• **MATERIAL FOR THIS EXERCISE**:
■ ■ ■
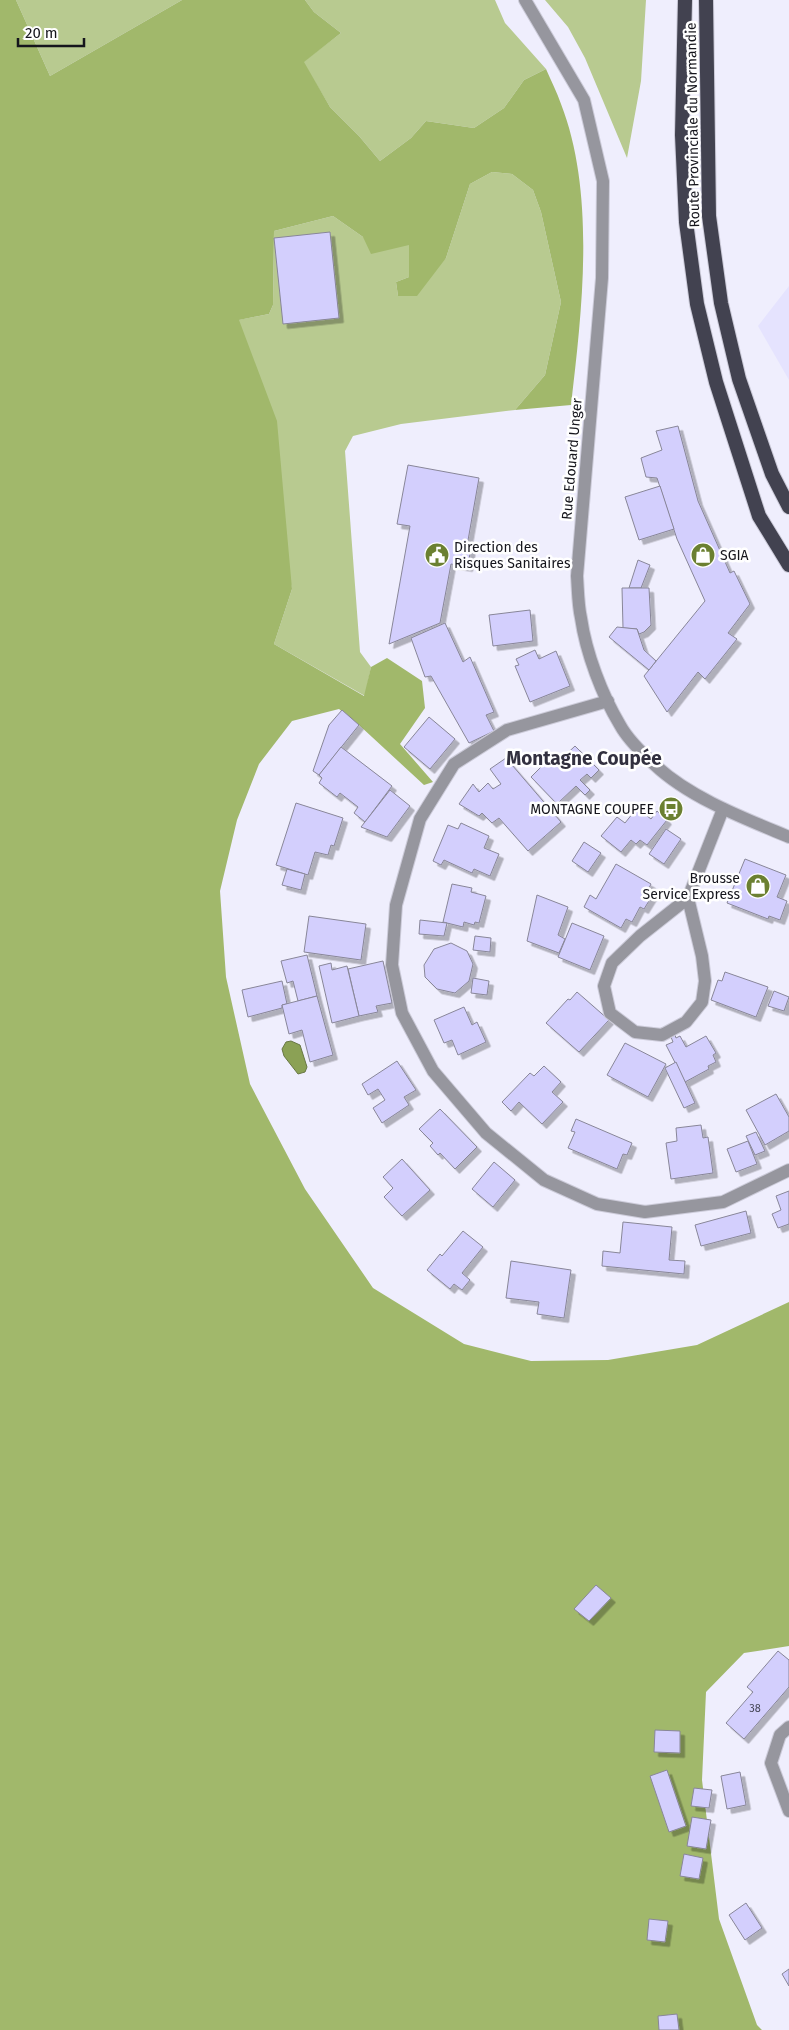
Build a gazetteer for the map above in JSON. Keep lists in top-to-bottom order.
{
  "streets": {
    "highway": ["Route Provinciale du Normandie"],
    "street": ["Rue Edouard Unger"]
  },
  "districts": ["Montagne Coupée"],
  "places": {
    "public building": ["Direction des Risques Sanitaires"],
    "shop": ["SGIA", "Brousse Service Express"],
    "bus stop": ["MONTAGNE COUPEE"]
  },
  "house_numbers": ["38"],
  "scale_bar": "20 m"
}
■ ■ ■
Should the entries hold any pictures, please omit those and print the remaining text exactly.

Build a gazetteer for the map above in JSON. Keep lists in top-to-bottom order.
{
  "streets": {
    "highway": ["Route Provinciale du Normandie"],
    "street": ["Rue Edouard Unger"]
  },
  "districts": ["Montagne Coupée"],
  "places": {
    "public building": ["Direction des Risques Sanitaires"],
    "shop": ["SGIA", "Brousse Service Express"],
    "bus stop": ["MONTAGNE COUPEE"]
  },
  "house_numbers": ["38"],
  "scale_bar": "20 m"
}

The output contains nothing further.